---- RECORDS
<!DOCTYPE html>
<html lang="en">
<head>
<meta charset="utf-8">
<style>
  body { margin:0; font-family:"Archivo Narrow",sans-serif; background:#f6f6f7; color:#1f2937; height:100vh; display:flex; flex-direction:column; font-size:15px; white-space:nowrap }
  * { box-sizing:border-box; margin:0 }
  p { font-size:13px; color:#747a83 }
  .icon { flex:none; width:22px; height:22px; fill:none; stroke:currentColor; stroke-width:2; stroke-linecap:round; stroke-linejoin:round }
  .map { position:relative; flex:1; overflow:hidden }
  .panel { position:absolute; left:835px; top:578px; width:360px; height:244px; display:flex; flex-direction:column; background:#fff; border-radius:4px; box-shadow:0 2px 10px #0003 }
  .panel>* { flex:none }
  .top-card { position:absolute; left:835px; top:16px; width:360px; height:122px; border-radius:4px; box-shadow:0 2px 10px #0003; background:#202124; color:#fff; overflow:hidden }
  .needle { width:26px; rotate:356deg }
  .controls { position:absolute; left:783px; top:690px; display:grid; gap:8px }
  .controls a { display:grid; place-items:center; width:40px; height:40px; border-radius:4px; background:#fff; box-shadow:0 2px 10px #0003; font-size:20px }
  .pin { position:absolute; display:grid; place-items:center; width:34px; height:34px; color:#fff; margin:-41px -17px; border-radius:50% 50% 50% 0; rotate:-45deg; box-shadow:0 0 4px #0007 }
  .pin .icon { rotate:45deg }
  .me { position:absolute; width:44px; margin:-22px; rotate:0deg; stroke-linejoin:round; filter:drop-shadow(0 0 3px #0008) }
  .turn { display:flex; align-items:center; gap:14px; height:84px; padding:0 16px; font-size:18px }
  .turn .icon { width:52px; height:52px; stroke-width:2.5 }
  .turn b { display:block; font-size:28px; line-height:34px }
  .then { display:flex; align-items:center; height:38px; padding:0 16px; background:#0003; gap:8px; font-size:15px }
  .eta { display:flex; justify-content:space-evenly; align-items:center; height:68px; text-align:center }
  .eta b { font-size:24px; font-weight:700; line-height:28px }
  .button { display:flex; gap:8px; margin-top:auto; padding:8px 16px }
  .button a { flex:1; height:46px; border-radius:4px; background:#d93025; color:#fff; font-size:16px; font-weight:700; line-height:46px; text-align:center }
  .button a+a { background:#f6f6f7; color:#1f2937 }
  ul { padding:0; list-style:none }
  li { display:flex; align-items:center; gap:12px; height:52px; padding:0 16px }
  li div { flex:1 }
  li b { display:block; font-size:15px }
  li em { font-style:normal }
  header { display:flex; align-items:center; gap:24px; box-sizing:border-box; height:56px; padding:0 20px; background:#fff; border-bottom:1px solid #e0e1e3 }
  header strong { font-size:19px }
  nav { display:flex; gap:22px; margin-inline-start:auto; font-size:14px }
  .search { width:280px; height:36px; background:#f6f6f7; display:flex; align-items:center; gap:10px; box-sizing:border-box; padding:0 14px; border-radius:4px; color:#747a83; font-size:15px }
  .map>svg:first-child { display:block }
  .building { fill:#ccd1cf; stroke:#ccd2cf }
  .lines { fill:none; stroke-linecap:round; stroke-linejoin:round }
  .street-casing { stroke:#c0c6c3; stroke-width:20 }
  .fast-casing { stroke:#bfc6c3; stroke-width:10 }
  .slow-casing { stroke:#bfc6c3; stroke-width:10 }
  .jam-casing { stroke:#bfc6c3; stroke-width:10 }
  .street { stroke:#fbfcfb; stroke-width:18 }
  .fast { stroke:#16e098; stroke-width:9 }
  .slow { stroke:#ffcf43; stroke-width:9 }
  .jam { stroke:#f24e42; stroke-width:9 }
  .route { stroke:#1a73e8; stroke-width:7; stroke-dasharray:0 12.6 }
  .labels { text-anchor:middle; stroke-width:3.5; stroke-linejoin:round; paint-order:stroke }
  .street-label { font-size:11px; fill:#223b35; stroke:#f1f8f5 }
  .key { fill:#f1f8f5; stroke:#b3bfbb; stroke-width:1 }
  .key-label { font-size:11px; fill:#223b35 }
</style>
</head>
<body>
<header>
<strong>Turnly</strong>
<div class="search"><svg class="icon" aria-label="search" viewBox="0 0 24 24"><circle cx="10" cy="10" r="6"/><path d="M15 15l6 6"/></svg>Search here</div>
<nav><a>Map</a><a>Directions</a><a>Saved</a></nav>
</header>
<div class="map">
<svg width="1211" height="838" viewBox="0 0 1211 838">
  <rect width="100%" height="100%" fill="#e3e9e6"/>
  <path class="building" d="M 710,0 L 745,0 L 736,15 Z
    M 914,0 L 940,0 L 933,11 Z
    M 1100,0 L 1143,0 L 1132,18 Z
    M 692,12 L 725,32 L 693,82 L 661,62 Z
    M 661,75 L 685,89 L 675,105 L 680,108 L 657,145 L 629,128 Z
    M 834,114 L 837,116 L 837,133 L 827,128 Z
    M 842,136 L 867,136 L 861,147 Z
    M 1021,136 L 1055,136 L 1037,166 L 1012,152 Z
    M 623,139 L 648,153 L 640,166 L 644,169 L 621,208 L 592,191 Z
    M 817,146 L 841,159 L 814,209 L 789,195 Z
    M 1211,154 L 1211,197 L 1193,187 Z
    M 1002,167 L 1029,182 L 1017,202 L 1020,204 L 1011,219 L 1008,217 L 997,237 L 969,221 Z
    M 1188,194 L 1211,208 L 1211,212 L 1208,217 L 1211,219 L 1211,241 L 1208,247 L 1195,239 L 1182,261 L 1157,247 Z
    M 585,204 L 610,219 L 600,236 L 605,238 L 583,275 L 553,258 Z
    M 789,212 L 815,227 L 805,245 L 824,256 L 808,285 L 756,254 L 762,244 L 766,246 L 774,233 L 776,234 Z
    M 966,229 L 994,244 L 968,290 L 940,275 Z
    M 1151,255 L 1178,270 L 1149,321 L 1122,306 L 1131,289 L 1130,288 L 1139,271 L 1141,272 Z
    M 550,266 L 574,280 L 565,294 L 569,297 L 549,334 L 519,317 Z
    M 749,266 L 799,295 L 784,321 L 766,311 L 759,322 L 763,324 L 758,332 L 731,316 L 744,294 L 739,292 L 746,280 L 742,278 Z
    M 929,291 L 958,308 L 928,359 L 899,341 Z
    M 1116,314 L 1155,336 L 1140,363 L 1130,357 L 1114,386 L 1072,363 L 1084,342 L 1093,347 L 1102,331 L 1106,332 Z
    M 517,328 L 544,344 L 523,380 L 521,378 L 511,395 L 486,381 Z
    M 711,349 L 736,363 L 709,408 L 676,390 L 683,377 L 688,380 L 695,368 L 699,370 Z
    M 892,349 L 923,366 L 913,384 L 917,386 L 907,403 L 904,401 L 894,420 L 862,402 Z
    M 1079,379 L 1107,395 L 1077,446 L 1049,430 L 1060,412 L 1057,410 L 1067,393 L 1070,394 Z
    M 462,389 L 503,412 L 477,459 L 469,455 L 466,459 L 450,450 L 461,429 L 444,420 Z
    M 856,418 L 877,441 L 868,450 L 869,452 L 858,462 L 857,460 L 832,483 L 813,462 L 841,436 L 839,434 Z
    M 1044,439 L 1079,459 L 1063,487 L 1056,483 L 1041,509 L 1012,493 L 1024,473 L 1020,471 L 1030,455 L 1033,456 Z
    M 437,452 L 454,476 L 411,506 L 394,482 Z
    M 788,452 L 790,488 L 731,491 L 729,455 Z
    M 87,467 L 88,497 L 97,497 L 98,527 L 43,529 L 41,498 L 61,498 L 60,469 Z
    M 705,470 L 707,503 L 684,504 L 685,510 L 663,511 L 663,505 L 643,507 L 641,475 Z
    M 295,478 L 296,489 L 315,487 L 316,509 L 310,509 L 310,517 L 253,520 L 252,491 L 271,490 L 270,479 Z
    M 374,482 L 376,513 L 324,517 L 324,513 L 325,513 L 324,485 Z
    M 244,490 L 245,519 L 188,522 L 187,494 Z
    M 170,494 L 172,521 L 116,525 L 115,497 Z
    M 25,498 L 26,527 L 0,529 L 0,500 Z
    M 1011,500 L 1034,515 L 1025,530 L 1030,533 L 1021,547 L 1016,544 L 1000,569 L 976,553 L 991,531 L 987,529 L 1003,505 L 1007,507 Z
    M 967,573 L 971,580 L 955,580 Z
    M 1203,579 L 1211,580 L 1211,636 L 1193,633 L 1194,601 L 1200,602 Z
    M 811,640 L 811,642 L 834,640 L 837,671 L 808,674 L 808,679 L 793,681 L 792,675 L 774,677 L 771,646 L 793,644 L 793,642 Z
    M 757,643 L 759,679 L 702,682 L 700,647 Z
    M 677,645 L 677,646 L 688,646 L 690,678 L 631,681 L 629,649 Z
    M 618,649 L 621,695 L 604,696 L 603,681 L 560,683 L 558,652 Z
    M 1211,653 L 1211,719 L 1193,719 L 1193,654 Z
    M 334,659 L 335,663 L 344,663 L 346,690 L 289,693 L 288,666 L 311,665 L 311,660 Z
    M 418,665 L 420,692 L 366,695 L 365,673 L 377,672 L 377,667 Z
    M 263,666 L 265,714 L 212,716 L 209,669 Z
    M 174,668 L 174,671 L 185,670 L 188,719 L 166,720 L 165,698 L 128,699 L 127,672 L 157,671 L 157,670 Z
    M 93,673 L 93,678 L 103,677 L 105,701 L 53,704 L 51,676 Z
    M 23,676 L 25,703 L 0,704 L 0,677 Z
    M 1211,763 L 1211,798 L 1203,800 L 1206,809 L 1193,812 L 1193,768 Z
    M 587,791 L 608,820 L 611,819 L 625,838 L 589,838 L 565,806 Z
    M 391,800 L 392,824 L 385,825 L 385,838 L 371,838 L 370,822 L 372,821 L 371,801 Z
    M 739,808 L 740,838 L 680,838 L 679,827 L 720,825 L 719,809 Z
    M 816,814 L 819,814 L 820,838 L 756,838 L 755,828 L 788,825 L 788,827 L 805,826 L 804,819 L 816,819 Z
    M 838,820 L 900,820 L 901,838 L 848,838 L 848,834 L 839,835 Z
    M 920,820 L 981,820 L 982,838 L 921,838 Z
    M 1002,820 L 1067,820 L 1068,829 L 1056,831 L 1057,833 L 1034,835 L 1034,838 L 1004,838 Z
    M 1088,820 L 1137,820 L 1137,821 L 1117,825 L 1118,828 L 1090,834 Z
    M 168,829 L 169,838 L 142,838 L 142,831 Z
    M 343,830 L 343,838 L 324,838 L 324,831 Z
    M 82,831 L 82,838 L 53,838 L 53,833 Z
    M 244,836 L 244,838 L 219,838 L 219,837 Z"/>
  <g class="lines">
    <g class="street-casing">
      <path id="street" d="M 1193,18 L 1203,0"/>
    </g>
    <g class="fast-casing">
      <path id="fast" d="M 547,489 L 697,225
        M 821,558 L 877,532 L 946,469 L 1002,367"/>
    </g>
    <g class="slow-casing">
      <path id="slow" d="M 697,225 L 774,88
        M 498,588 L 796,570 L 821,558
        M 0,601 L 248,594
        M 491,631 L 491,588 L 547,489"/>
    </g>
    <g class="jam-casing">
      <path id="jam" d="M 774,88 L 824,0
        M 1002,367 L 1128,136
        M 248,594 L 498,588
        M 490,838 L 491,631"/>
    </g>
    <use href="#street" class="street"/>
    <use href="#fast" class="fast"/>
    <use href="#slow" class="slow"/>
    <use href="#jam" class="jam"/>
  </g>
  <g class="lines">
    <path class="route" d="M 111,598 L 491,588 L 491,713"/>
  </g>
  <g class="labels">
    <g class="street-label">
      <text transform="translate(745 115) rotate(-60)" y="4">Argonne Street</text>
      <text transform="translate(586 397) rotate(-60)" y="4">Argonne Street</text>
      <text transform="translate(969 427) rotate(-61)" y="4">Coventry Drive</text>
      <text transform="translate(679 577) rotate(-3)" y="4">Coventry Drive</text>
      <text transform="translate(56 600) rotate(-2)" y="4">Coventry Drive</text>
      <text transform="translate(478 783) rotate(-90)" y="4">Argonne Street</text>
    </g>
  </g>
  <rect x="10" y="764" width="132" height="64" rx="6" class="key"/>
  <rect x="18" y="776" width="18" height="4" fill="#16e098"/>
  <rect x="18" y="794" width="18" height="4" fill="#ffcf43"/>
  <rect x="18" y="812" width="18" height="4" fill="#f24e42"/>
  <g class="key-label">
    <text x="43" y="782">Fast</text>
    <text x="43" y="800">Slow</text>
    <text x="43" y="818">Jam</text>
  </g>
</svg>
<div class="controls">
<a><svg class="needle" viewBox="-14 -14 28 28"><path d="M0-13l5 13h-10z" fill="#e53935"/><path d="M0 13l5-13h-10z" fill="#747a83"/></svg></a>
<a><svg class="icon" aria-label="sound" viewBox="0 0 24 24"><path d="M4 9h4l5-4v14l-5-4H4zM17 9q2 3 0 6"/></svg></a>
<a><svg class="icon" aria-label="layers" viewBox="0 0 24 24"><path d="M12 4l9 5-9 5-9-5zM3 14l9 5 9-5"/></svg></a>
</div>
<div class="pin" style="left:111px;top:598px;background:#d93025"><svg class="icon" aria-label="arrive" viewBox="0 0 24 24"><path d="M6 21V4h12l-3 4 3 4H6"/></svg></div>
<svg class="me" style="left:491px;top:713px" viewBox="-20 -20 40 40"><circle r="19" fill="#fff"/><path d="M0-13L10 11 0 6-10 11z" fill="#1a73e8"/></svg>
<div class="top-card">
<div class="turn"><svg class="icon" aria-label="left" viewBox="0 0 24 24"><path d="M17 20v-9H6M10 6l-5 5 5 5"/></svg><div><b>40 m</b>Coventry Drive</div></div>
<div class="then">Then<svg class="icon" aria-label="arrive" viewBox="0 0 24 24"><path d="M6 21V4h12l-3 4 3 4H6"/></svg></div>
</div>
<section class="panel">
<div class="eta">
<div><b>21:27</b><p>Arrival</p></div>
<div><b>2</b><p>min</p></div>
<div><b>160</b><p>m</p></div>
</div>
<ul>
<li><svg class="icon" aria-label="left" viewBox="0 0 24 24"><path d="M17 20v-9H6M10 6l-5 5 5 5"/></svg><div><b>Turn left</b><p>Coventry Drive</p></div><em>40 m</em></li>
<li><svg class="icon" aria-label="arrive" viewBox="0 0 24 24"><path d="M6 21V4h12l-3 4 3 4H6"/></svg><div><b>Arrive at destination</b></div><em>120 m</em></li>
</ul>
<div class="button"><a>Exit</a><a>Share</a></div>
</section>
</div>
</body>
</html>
--------
The line above containing "width:280px; height:36px; background:#f6f6f7;", the line containing "M 1211,154 L 1211,197 L 1193,187 Z", and every line between them are to be transcribed exactly; no other line is wanted.

WRITTEN ANSWER -
  .search { width:280px; height:36px; background:#f6f6f7; display:flex; align-items:center; gap:10px; box-sizing:border-box; padding:0 14px; border-radius:4px; color:#747a83; font-size:15px }
  .map>svg:first-child { display:block }
  .building { fill:#ccd1cf; stroke:#ccd2cf }
  .lines { fill:none; stroke-linecap:round; stroke-linejoin:round }
  .street-casing { stroke:#c0c6c3; stroke-width:20 }
  .fast-casing { stroke:#bfc6c3; stroke-width:10 }
  .slow-casing { stroke:#bfc6c3; stroke-width:10 }
  .jam-casing { stroke:#bfc6c3; stroke-width:10 }
  .street { stroke:#fbfcfb; stroke-width:18 }
  .fast { stroke:#16e098; stroke-width:9 }
  .slow { stroke:#ffcf43; stroke-width:9 }
  .jam { stroke:#f24e42; stroke-width:9 }
  .route { stroke:#1a73e8; stroke-width:7; stroke-dasharray:0 12.6 }
  .labels { text-anchor:middle; stroke-width:3.5; stroke-linejoin:round; paint-order:stroke }
  .street-label { font-size:11px; fill:#223b35; stroke:#f1f8f5 }
  .key { fill:#f1f8f5; stroke:#b3bfbb; stroke-width:1 }
  .key-label { font-size:11px; fill:#223b35 }
</style>
</head>
<body>
<header>
<strong>Turnly</strong>
<div class="search"><svg class="icon" aria-label="search" viewBox="0 0 24 24"><circle cx="10" cy="10" r="6"/><path d="M15 15l6 6"/></svg>Search here</div>
<nav><a>Map</a><a>Directions</a><a>Saved</a></nav>
</header>
<div class="map">
<svg width="1211" height="838" viewBox="0 0 1211 838">
  <rect width="100%" height="100%" fill="#e3e9e6"/>
  <path class="building" d="M 710,0 L 745,0 L 736,15 Z
    M 914,0 L 940,0 L 933,11 Z
    M 1100,0 L 1143,0 L 1132,18 Z
    M 692,12 L 725,32 L 693,82 L 661,62 Z
    M 661,75 L 685,89 L 675,105 L 680,108 L 657,145 L 629,128 Z
    M 834,114 L 837,116 L 837,133 L 827,128 Z
    M 842,136 L 867,136 L 861,147 Z
    M 1021,136 L 1055,136 L 1037,166 L 1012,152 Z
    M 623,139 L 648,153 L 640,166 L 644,169 L 621,208 L 592,191 Z
    M 817,146 L 841,159 L 814,209 L 789,195 Z
    M 1211,154 L 1211,197 L 1193,187 Z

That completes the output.